I wrote about some security changes in the FlashArray operating environment (called Purity) version 4.7 a month or so back. This was concerning the deprecation of SSL and TLS version 1.0, forcing all (management) connections to the FlashArray to use TLS 1.1 or 1.2 (read this here).
Our PowerShell SDK was enhanced so it would use the appropriate security connection type so users of that do not need to worry as long as they upgrade our SDK. But what about the few remaining functions that people might use that the PowerShell SDK doesn’t cover? As there are a few REST calls that are not built into the SDK (yet).
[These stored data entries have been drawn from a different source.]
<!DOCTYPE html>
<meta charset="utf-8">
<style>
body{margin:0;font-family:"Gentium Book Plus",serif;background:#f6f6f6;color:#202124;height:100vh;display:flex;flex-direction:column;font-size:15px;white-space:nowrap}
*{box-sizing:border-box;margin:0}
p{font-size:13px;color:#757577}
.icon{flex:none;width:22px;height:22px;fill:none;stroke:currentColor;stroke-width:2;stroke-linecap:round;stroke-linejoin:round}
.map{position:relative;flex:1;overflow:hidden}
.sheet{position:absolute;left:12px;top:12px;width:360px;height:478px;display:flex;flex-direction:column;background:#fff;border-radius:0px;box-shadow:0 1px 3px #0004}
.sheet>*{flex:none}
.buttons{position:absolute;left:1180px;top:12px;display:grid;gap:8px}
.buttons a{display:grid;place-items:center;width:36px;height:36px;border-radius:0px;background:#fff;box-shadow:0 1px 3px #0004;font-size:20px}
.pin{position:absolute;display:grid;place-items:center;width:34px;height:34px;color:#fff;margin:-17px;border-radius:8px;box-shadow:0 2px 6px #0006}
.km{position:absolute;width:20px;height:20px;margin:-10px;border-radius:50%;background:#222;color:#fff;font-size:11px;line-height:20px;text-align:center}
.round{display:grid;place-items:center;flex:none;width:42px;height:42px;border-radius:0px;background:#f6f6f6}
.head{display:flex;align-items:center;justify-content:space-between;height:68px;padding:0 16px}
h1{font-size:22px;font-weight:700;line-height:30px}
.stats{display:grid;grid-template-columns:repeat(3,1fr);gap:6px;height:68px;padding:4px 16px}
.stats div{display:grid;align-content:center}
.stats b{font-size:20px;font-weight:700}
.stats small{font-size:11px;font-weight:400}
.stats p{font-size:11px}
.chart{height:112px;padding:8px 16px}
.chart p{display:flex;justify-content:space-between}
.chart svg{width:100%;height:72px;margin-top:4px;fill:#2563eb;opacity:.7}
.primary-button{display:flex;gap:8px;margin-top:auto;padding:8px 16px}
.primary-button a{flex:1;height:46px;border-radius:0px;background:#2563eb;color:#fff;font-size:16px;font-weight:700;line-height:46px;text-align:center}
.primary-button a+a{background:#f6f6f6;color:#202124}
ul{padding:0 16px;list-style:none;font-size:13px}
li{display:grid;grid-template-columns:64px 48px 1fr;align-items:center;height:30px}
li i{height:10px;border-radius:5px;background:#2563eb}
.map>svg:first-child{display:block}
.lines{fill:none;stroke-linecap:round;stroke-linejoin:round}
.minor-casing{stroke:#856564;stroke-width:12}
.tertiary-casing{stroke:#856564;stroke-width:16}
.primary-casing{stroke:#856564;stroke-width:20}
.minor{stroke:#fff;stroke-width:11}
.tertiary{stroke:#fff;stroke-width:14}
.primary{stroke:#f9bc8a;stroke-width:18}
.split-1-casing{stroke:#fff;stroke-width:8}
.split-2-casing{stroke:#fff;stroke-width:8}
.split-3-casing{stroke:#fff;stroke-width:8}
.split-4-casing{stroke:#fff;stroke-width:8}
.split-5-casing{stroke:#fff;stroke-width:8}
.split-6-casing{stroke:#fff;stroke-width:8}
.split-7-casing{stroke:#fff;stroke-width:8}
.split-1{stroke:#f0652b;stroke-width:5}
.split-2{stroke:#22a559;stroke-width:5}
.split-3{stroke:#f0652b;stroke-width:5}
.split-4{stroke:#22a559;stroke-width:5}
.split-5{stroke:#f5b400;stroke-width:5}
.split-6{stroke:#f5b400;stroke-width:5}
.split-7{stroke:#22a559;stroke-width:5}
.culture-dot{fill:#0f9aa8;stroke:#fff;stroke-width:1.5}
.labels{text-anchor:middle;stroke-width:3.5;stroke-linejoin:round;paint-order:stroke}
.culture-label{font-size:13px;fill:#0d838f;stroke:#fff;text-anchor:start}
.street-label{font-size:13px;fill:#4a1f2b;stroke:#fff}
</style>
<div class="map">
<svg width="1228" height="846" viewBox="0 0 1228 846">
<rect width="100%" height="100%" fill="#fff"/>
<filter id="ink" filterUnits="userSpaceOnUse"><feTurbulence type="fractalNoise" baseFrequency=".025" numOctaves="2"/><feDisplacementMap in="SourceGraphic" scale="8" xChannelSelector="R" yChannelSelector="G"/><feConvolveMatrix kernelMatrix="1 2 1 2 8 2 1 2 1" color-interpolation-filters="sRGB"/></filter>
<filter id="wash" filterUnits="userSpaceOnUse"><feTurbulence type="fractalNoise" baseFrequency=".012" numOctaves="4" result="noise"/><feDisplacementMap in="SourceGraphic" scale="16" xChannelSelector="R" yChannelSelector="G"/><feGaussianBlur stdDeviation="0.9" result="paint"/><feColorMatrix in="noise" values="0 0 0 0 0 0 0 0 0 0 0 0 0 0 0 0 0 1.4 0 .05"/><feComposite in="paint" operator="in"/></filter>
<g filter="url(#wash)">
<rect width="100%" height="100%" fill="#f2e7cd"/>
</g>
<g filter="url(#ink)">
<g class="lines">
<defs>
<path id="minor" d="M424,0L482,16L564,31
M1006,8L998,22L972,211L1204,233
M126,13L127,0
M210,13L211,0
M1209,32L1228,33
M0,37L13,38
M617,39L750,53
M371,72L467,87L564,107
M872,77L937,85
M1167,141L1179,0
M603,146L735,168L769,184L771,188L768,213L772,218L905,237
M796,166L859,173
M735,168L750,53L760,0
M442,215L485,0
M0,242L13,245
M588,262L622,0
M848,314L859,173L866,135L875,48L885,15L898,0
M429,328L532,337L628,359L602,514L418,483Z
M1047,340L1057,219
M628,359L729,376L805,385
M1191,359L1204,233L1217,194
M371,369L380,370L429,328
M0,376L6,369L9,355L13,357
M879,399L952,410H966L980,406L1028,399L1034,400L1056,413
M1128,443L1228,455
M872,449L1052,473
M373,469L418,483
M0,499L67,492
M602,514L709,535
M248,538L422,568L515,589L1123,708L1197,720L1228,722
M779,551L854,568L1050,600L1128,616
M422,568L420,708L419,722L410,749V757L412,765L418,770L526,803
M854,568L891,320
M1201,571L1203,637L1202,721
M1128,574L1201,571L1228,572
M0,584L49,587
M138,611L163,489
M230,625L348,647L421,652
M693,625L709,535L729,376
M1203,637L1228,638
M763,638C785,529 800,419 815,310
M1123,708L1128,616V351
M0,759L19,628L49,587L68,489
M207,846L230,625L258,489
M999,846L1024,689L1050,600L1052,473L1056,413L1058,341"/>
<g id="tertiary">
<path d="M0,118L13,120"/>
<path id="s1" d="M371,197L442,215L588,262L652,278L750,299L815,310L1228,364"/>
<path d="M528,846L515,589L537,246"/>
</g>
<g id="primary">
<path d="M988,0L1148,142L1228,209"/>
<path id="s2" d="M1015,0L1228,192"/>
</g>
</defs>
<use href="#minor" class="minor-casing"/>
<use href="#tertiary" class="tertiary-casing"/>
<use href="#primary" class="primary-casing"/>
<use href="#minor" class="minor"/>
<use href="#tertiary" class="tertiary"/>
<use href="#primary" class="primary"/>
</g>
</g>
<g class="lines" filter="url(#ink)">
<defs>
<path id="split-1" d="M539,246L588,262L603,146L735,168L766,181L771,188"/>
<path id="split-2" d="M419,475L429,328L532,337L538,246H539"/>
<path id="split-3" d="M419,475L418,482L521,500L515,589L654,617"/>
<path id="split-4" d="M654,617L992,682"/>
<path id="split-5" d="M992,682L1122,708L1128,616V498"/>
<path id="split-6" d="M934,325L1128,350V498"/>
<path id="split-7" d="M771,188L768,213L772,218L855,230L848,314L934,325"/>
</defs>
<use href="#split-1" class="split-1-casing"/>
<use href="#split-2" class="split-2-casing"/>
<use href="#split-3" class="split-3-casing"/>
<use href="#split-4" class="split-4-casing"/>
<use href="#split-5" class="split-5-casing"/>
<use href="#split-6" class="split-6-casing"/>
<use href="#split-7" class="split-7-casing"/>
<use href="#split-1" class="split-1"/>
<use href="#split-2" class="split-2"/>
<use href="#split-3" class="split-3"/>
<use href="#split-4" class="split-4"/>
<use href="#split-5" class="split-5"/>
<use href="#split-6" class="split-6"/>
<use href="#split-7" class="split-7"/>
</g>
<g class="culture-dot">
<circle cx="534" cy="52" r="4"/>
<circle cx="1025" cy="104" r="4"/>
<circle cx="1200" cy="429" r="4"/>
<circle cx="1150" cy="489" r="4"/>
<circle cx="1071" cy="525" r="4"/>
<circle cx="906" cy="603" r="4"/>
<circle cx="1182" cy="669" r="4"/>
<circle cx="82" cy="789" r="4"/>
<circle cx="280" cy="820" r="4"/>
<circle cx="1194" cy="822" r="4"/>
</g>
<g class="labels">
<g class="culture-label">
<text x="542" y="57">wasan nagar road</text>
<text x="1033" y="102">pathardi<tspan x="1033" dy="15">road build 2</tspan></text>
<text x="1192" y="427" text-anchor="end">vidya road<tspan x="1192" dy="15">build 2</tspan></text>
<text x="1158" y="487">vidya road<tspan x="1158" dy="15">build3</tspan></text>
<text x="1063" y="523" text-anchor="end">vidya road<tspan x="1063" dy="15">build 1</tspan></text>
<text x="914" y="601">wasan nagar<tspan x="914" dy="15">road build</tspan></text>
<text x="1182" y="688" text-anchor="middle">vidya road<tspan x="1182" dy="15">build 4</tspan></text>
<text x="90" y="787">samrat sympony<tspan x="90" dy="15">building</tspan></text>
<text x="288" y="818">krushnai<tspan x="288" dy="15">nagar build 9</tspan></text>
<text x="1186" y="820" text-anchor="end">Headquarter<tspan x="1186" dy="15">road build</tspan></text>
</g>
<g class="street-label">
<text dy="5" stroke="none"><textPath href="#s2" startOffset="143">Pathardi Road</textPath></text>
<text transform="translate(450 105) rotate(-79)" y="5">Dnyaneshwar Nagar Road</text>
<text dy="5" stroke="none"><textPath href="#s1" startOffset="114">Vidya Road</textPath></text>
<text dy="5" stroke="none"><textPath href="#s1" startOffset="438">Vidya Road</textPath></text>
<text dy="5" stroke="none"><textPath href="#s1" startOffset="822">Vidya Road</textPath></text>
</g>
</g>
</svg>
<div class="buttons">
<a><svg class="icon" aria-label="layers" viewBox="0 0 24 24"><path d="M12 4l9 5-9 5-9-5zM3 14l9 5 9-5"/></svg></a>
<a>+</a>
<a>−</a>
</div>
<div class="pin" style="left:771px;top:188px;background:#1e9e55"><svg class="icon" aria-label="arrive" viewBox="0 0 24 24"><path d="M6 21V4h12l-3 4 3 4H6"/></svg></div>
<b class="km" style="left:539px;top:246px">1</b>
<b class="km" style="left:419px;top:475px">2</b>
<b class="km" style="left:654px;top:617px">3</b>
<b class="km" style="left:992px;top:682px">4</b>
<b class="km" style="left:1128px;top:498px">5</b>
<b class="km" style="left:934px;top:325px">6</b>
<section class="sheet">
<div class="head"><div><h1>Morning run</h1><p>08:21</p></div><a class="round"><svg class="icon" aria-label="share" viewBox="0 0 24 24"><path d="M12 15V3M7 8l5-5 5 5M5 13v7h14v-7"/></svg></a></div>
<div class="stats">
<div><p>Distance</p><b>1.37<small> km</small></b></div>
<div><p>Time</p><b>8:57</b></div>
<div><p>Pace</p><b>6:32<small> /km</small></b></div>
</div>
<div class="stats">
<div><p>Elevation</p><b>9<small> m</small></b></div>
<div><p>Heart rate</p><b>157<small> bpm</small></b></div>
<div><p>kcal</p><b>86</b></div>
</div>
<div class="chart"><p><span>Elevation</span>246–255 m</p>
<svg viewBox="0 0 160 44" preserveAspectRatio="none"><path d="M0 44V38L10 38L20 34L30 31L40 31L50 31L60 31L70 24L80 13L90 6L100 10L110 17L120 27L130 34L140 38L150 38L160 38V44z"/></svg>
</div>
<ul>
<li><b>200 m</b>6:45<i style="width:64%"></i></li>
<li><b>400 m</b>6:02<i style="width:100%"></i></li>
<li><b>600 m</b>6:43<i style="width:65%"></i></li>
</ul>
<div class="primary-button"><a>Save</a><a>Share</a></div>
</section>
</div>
For these few functions to be called from PowerShell, you need to use the handy Invoke-RestMethod cmdlet. This allows you to make direct REST calls from PowerShell to well any REST service, including the FlashArray, Unfortunately, for the most part, this is not going to work out of the box with Purity 4.7 and later. At least from Windows 7 or Windows 2012 R2 (I haven’t tested anything newer yet). You’ll see an error similar to below:
Invoke-RestMethod : The underlying connection was closed: An unexpected error occurred on a send
The issue, as I understand it, is that PowerShell by default uses TLS 1.0 for web requests, which will not work in our case. So this needs to be changed. Thankfully, this is an easy change. Just add the following line to your scripts:
[Net.ServicePointManager]::SecurityProtocol = [Net.SecurityProtocolType]::Tls12
This will force the use of TLS 1.2 (you can also make it use 1.1 if you want for some reason).
Note though that this will only change it for that PowerShell session, so it will need to be executed for each script you run.